The ablation experiments provide crucial evidence regarding the effectiveness of each component proposed in our research. Through the fusion embedding layer, we successfully achieve comprehensive feature extraction and fusion, significantly enhancing the model’s accuracy for traffic flow prediction tasks. The design of the fusion embedding layer enables the model to extract native information and spatial–temporal characteristics from traffic data more effectively, leading to more accurate prediction. Furthermore, the ablation study underscores the importance of combining an adaptive similarity matrix with spatial self-attention. This method allows the model to concentrate more on the interactions between the similar node pairs during the spatial feature learning process. By accounting for these dynamic and long-range spatial correlations, our model can understand and predict more precisely. Especially when dealing with complex interactions between nodes in urban traffic networks, this mask spatial self-attention mechanism proves particularly crucial.

4.3. Visualization Results

To further validate the effectiveness of STFEformer, we visualized the prediction results for the three datasets and made a comparison between the predicted and target values. The results are shown in Figure 8. It is evident that traffic flow exhibits periodicity, and the prediction results are the same as the target values, demonstrating the model’s success in accurately predicting overall traffic flow trends and capturing these characteristics.

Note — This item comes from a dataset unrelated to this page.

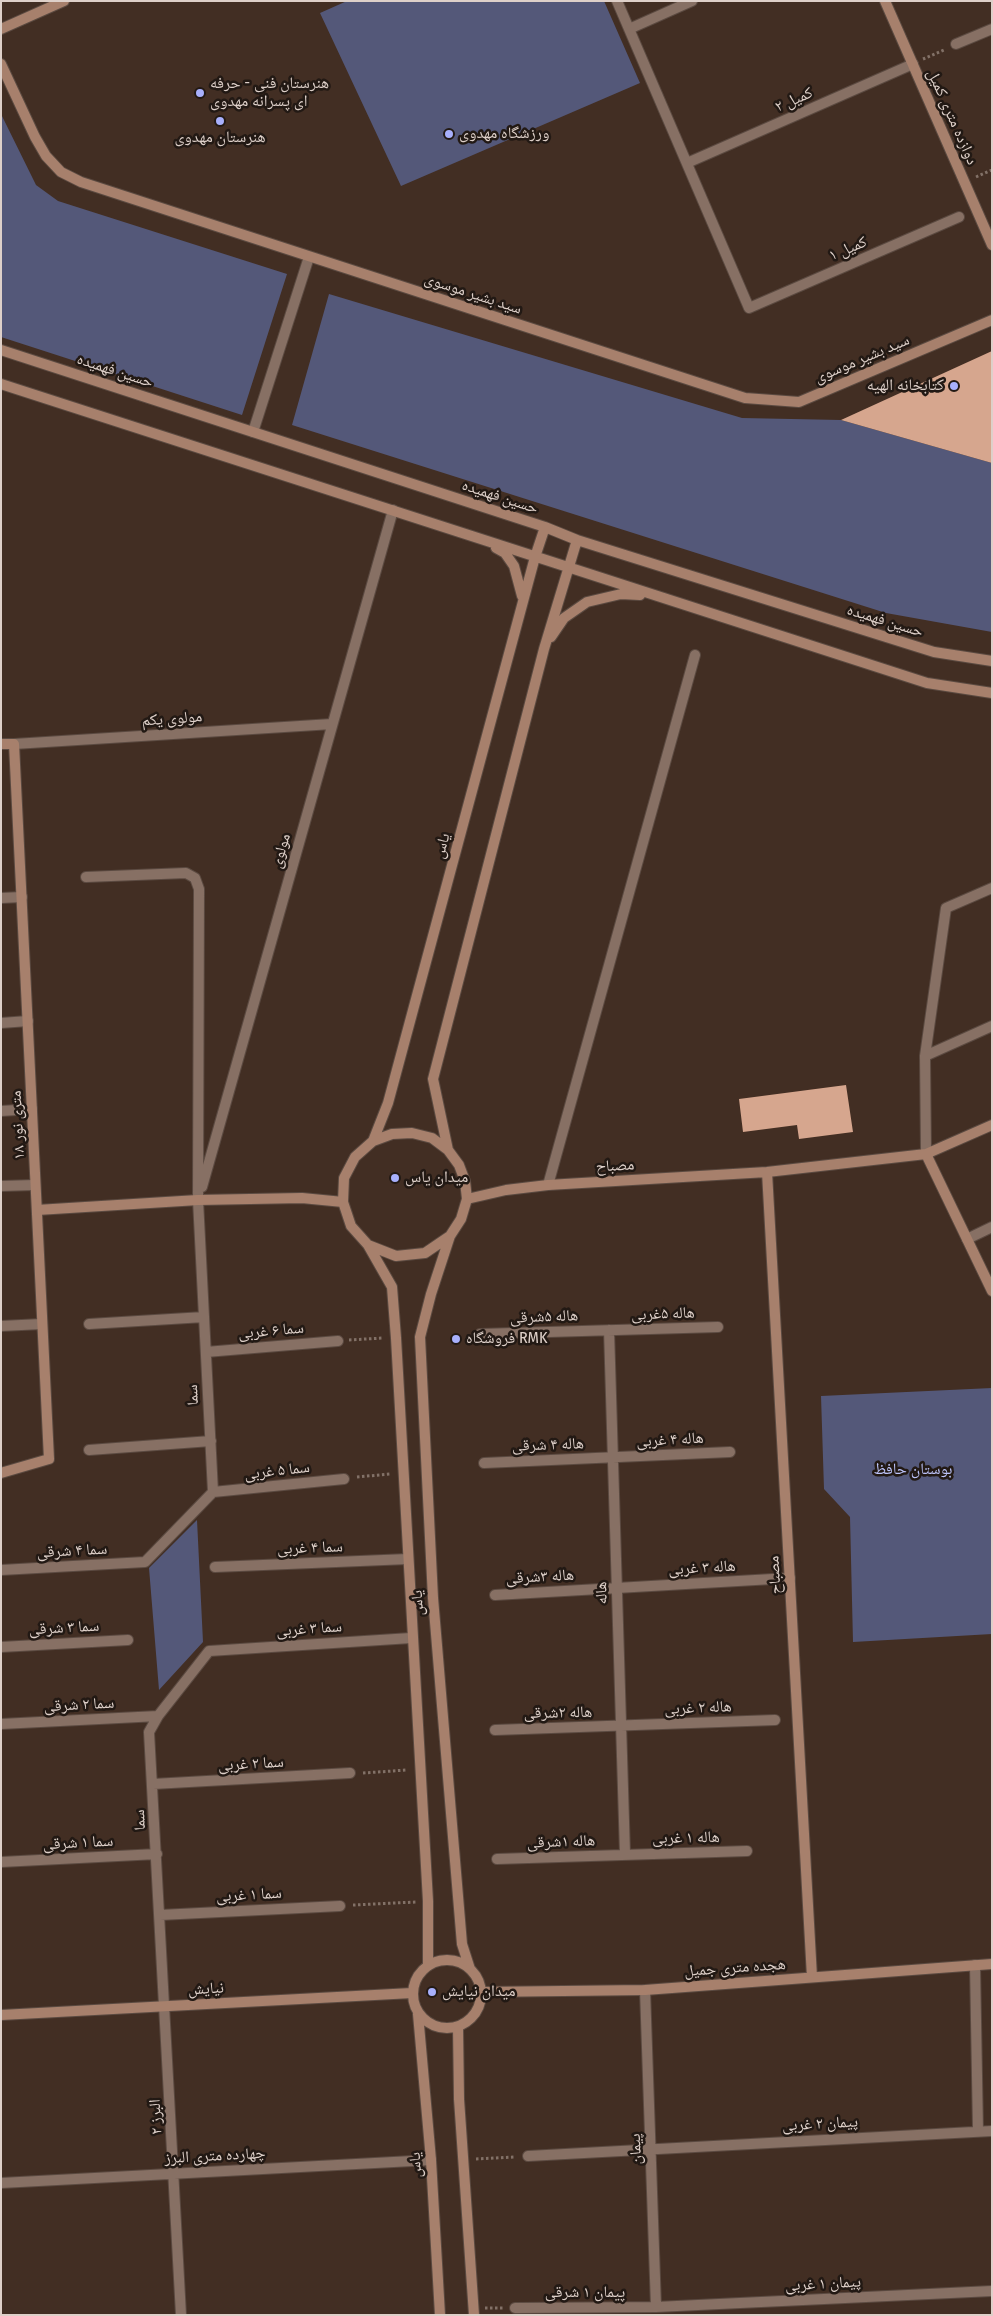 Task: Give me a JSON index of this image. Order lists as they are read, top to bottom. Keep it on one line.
{"streets":{"street":["کمیل ۲","دوازده متری کمیل","کمیل ۱","سید بشیر موسوی","حسین فهمیده","مولوی یکم","یاس","مولوی","۱۸ متری نور","مصباح","هاله ۵غربی","هاله ۵شرقی","سما ۶ غربی","سما","هاله ۴ غربی","هاله ۴ شرقی","سما ۵ غربی","سما ۴ غربی","سما ۴ شرقی","هاله ۳ غربی","هاله ۳شرقی","هاله","سما ۳ شرقی","سما ۳ غربی","سما ۲ شرقی","هاله ۲ غربی","هاله ۲شرقی","سما ۲ غربی","هاله ۱ غربی","هاله ۱شرقی","سما ۱ شرقی","سما ۱ غربی","هجده متری جمیل","نیایش","البرز ۲","پیمان ۲ غربی","پیمان","چهارده متری البرز","پیمان ۱ غربی","پیمان ۱ شرقی"]},"crossings":[["کمیل ۲","دوازده متری کمیل"],["کمیل ۲","کمیل ۱"],["حسین فهمیده","یاس"],["مولوی یکم","مولوی"],["مولوی یکم","۱۸ متری نور"],["یاس","مصباح"],["یاس","سما ۴ غربی"],["یاس","سما ۳ غربی"],["یاس","هجده متری جمیل"],["یاس","نیایش"],["یاس","چهارده متری البرز"],["مولوی","سما"],["مصباح","هاله ۳ غربی"],["مصباح","هجده متری جمیل"],["هاله ۵غربی","هاله ۵شرقی"],["هاله ۵غربی","هاله"],["هاله ۵شرقی","هاله"],["سما ۶ غربی","سما"],["سما","سما ۵ غربی"],["سما","سما ۴ شرقی"],["سما","سما ۳ غربی"],["سما","سما ۲ شرقی"],["سما","سما ۲ غربی"],["سما","سما ۱ شرقی"],["سما","سما ۱ غربی"],["سما","نیایش"],["سما","البرز ۲"],["هاله ۴ غربی","هاله ۴ شرقی"],["هاله ۴ غربی","هاله"],["هاله ۴ شرقی","هاله"],["سما ۵ غربی","سما ۴ شرقی"],["هاله ۳ غربی","هاله ۳شرقی"],["هاله ۳ غربی","هاله"],["هاله ۳شرقی","هاله"],["هاله","هاله ۲ غربی"],["هاله","هاله ۲شرقی"],["هاله","هاله ۱ غربی"],["هاله","هاله ۱شرقی"],["هاله ۲ غربی","هاله ۲شرقی"],["هاله ۱ غربی","هاله ۱شرقی"],["هجده متری جمیل","نیایش"],["هجده متری جمیل","پیمان"],["نیایش","البرز ۲"],["البرز ۲","چهارده متری البرز"],["پیمان ۲ غربی","پیمان"],["پیمان","پیمان ۱ غربی"],["پیمان","پیمان ۱ شرقی"],["پیمان ۱ غربی","پیمان ۱ شرقی"]],"parks":["بوستان حافظ"],"places":["هنرستان فنی - حرفه ای پسرانه مهدوی","هنرستان مهدوی","ورزشگاه مهدوی","کتابخانه الهیه","میدان یاس","فروشگاه RMK","میدان نیایش"]}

Additionally, traffic flow displays distinct short-term features (such as during extreme weather, holidays, or unexpected events) in a certain period of time, and our model also successfully fits these features. Even during periods of dramatic traffic fluctuations, our model accurately captures these changes and closely aligns with actual values. Achieving consistent high performance across different datasets further substantiates the robustness and reliability of our model.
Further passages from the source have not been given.